Fast zum Schluss betritt ein nahezu mumifizierter Chor die Bühne und sieht sich langsam umherschreitend forschend um. Das Bühnenverhältnis kehrt sich um: Die Beobachter werden zu den Beobachteten. Man fragt sich: Geht es hier um die Moderne und jede Menge Gesichts-OPs, oder gibt es einen tieferen Sinn? Man überlegt noch immer, als der Chor mit eher schiefen Höhepunkten Hegls „Phänomenologie des Geistes“ zitiert. Bei so starkem Tobak bedarf es einer Anzeigetafel, die den Text verstehbar macht. Denn der Text als Gesang zieht und zieht und zieht sich, bis nur noch einzelne Laute übrig bleiben und die Zeit nur so dahinrinnt. Überforderung macht sich breit, hier wird der Exzess sichtbar. Schneewittchen, das in der wilden Phase seiner Mitstreiter bereits Pocahontas’ „Colours of the Wind“ präsentierte, trällert im Gegenzug mit schönen Tönen eine Hassschrift gegen eben genannten Philosophen.
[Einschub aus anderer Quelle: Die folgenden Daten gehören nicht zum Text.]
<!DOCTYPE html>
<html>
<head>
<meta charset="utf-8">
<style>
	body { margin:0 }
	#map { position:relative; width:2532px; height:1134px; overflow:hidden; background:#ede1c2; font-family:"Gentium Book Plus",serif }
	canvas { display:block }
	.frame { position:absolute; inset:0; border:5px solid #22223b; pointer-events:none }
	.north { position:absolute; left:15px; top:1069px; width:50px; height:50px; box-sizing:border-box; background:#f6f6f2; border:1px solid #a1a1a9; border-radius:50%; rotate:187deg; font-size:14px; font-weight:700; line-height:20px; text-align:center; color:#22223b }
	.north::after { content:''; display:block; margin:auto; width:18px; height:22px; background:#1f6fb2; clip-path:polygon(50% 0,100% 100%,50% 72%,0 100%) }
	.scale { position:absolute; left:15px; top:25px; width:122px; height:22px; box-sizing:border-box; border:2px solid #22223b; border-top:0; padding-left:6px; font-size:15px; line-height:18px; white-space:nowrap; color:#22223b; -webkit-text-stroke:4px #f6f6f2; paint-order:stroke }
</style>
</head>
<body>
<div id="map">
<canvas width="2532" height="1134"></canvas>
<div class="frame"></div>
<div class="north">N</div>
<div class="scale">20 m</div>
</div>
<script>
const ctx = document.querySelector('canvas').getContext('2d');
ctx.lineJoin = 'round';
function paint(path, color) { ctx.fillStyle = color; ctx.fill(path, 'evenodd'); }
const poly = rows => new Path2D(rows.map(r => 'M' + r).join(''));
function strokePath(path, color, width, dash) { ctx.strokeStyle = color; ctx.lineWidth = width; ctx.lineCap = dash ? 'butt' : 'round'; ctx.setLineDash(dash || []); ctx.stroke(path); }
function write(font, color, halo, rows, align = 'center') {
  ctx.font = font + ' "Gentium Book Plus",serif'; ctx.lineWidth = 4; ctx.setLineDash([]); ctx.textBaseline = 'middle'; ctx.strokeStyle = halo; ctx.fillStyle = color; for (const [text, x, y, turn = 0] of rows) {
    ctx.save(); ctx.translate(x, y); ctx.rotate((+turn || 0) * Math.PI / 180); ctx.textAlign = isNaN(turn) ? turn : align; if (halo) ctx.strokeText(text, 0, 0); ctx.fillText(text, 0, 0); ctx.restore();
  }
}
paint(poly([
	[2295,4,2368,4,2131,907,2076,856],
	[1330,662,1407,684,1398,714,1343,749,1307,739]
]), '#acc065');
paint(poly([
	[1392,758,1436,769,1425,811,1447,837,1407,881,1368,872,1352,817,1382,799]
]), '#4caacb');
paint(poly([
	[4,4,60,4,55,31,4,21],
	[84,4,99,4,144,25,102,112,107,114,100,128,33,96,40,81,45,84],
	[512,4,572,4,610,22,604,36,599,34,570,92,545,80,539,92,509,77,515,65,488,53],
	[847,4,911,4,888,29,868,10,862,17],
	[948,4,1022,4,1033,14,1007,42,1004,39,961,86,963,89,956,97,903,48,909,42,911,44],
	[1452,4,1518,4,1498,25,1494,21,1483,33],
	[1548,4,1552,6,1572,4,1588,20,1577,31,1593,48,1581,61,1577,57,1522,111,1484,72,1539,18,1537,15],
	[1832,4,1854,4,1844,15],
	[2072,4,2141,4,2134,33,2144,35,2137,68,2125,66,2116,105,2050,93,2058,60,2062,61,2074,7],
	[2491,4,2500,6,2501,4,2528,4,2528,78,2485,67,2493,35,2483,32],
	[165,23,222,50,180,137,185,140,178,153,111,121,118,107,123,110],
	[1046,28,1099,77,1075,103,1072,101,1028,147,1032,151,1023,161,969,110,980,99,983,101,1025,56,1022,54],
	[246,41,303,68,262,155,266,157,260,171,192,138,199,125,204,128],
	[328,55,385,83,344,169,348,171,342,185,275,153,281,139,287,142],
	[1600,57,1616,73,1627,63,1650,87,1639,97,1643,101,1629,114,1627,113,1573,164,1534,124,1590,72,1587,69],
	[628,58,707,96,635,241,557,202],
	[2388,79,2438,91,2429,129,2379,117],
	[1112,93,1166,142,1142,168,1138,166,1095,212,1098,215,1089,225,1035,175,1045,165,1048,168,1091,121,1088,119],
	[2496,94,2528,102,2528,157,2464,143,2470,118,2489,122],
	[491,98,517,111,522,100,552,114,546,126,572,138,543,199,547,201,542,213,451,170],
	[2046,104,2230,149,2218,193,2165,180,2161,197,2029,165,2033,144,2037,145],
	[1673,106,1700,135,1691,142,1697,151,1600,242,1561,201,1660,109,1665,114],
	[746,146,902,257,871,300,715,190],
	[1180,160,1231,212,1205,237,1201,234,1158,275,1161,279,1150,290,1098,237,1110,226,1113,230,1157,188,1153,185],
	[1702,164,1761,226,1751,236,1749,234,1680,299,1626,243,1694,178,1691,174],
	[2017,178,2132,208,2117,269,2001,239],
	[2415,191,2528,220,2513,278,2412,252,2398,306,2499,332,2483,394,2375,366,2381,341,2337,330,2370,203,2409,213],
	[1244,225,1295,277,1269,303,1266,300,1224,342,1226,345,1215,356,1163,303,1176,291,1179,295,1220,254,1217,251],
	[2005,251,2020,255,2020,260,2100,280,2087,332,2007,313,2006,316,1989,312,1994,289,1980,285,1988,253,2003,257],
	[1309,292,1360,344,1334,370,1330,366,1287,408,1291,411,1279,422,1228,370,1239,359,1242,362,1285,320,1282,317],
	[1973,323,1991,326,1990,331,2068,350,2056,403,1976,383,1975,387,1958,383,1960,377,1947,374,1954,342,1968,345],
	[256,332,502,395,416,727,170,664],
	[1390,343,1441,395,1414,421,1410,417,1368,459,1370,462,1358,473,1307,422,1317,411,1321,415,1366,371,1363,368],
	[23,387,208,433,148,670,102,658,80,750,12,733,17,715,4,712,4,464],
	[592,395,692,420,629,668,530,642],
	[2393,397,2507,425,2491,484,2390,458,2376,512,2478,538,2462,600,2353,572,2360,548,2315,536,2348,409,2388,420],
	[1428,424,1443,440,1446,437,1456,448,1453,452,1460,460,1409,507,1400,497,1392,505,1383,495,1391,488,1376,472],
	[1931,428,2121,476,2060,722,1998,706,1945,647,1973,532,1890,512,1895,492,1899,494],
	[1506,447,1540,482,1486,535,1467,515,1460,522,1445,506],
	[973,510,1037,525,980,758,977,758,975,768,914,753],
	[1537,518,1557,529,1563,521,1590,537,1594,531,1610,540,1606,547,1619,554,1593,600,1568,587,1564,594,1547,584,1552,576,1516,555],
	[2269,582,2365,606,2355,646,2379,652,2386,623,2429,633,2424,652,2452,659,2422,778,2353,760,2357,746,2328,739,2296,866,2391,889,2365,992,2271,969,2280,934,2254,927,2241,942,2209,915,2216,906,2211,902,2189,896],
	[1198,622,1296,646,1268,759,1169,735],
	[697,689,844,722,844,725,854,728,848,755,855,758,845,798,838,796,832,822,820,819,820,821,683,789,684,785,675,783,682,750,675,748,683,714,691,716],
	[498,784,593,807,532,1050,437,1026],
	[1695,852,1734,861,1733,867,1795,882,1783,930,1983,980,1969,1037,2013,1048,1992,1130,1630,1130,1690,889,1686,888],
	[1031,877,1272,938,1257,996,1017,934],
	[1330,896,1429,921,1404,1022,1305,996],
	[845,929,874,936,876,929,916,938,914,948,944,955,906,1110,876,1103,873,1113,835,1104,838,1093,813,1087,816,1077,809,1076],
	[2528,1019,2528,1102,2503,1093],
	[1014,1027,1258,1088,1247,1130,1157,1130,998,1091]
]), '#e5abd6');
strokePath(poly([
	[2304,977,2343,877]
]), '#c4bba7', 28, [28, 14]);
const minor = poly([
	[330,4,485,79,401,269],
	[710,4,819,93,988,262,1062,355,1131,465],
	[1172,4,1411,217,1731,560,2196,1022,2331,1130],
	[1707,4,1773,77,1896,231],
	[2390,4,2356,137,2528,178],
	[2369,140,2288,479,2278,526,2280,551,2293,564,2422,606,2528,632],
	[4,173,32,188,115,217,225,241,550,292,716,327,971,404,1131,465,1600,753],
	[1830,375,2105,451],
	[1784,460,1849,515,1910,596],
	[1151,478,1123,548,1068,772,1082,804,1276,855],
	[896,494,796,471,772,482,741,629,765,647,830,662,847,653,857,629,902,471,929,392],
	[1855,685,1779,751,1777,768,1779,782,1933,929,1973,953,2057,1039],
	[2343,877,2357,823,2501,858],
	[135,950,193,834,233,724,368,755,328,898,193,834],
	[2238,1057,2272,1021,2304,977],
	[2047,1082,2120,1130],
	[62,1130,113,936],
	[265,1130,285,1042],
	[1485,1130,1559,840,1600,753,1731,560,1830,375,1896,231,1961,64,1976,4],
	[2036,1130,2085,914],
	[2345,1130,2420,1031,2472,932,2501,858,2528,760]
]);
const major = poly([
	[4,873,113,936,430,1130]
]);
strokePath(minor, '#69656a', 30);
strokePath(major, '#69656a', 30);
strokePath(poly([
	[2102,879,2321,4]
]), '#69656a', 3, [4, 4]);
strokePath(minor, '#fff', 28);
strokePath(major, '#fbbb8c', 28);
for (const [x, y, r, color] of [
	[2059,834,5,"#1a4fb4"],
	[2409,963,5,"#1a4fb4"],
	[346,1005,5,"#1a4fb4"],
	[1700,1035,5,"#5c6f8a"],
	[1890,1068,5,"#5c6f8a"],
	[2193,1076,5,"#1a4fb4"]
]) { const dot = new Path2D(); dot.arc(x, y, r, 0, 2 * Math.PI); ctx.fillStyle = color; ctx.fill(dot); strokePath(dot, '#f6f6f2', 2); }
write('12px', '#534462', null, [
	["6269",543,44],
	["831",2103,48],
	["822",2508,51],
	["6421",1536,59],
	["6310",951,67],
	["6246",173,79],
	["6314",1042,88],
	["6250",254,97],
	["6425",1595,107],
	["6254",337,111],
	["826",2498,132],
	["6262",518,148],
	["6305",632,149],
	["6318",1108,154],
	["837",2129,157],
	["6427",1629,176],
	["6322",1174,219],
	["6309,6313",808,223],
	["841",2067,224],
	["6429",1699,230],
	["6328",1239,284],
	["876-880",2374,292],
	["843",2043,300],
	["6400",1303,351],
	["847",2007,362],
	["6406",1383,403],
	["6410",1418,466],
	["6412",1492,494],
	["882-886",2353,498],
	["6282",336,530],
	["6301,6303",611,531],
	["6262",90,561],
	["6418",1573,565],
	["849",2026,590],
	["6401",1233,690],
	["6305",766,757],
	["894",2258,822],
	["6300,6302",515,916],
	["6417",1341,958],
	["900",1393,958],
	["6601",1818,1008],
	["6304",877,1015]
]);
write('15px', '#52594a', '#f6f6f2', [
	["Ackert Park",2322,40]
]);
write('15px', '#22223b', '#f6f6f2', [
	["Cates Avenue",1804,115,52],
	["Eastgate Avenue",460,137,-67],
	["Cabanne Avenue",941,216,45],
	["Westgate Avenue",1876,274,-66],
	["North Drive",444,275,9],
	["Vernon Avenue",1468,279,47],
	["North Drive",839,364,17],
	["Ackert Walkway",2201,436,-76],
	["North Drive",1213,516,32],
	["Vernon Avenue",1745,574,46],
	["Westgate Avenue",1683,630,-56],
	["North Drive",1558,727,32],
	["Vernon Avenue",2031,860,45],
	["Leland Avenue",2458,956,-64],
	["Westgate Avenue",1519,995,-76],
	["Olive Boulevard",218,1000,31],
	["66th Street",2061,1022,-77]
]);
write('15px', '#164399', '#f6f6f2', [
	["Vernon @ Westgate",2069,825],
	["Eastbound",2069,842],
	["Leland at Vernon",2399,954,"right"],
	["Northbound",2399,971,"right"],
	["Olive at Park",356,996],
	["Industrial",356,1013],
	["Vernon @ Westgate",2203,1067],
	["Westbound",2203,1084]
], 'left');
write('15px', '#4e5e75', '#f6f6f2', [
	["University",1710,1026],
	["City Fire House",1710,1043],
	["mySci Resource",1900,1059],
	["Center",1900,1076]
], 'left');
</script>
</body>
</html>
Zumindest das Ende des Zusammenspiels bringt letztendlich eine Stimmung mit sich, die die bedrückenden und undurchsichtigen Irrungen und Wirrungen der anthropologischen Welt deutlich macht. Was sich anschließt, ist zu diesem Zeitpunkt kaum noch zu erwarten; die während des Chorauftritts langsam abwärts sinkende Spannungskurve schnellt nach oben. Und das auf ungewöhnliche Art und Weise mit dem Abspann. Präsentiert auf dem nackten Rücken der zitierenden Schönheit übernehmen die Buchstaben, die Ashbel selbst mit einem Mini-Beamer auf sie wirft, die fließenden Bewegungen des Körpers. Im Hintergrund haben die Performer wieder zu einer Einheit gefunden und spielen mit der musikalischen Leitung ein Lied, das nach und nach verklingt. Bis es wieder vollends still ist.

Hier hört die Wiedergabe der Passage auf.